Each purifier and generator provides enough power and water for a village; but, with one million villages in India alone, deployment is a challenge. In the past, Kamen has worked with multinational companies to launch his inventions, but the top-down approach of a big company doesn’t mesh well with the million-village scale of this project.
The developing world has a high number of cell phones per capita — the counterpoint to having very little in the way of landlines — and the idea is that software running on Nokia’s platform could be used to network and control a village’s small-scale power and water supply.
Hence the contest. Kamen is hoping to tap the expertise of mobile software developers — for instance, the three million of them enrolled in Nokia’s “Forum Nokia” community — to provide the infrastructural glue that will help get his inventions to the people who need them. Like Tim O’Reilly, Kamen hopes that developers, properly motivated, will pour some of their efforts into projects that help the world instead of endless widget toys and games.
It’s an inspiring idea.
Then there’s the revelation (already understood by pollsters) that 12% of the US population is available only through their cell phone, and that number is going to continue to go up.

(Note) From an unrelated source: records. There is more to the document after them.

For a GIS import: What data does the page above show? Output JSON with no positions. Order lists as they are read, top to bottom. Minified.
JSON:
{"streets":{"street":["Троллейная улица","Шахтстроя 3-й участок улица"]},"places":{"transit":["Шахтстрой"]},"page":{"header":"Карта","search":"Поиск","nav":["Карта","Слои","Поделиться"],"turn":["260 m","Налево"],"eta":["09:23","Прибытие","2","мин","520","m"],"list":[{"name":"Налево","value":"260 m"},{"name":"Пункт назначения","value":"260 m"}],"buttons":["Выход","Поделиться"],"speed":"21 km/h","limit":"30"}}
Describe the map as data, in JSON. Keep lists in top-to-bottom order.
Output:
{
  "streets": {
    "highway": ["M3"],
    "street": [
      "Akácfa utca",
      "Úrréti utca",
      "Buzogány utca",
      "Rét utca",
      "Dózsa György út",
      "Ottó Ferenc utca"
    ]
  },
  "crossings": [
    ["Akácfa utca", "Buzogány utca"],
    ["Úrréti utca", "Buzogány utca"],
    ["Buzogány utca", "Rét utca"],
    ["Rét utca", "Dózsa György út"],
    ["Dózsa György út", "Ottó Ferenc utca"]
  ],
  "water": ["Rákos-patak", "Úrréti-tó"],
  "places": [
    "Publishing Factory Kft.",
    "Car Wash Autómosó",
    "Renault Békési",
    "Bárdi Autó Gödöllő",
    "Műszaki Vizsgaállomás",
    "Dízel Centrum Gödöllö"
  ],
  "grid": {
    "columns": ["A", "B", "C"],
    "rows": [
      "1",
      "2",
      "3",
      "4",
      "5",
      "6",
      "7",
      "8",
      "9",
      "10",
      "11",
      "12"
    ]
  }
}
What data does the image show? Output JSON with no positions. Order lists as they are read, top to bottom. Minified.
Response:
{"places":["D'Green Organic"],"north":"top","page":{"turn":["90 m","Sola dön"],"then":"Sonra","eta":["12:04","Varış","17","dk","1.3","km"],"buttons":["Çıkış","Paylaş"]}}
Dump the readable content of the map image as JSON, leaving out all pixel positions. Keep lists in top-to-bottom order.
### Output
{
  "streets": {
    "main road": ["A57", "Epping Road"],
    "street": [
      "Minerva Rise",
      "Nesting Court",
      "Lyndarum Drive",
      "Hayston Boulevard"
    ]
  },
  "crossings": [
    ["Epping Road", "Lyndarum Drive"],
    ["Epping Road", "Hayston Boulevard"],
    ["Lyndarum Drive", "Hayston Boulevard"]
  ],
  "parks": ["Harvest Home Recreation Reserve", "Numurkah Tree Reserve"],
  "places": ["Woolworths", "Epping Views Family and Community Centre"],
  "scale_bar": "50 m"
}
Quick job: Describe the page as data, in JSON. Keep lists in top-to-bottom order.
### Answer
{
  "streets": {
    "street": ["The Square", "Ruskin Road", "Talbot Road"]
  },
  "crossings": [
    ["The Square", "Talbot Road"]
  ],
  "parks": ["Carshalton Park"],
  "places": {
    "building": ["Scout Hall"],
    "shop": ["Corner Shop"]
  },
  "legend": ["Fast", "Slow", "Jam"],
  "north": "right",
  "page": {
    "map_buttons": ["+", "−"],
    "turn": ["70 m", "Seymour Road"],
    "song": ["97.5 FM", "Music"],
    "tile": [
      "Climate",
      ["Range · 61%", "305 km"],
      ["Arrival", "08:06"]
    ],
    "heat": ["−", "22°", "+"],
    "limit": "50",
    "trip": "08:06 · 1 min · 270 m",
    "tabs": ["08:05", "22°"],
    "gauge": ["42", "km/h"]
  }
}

Imagine a culture where everyone is available through their mobile phone/device/pda, and that important personal activities are able to accomplished via text-messaging (or whatever it evolves into), as the first link states. Mortgage applications, loan applications, voting, shopping, school, all processes and institutions that require a physical presence, a physical location, block and mortar. A truly mobile society, connected to each other not by roads and physical addresses but by ip addresses. Available all the time, from anywhere in the world.
Could it be?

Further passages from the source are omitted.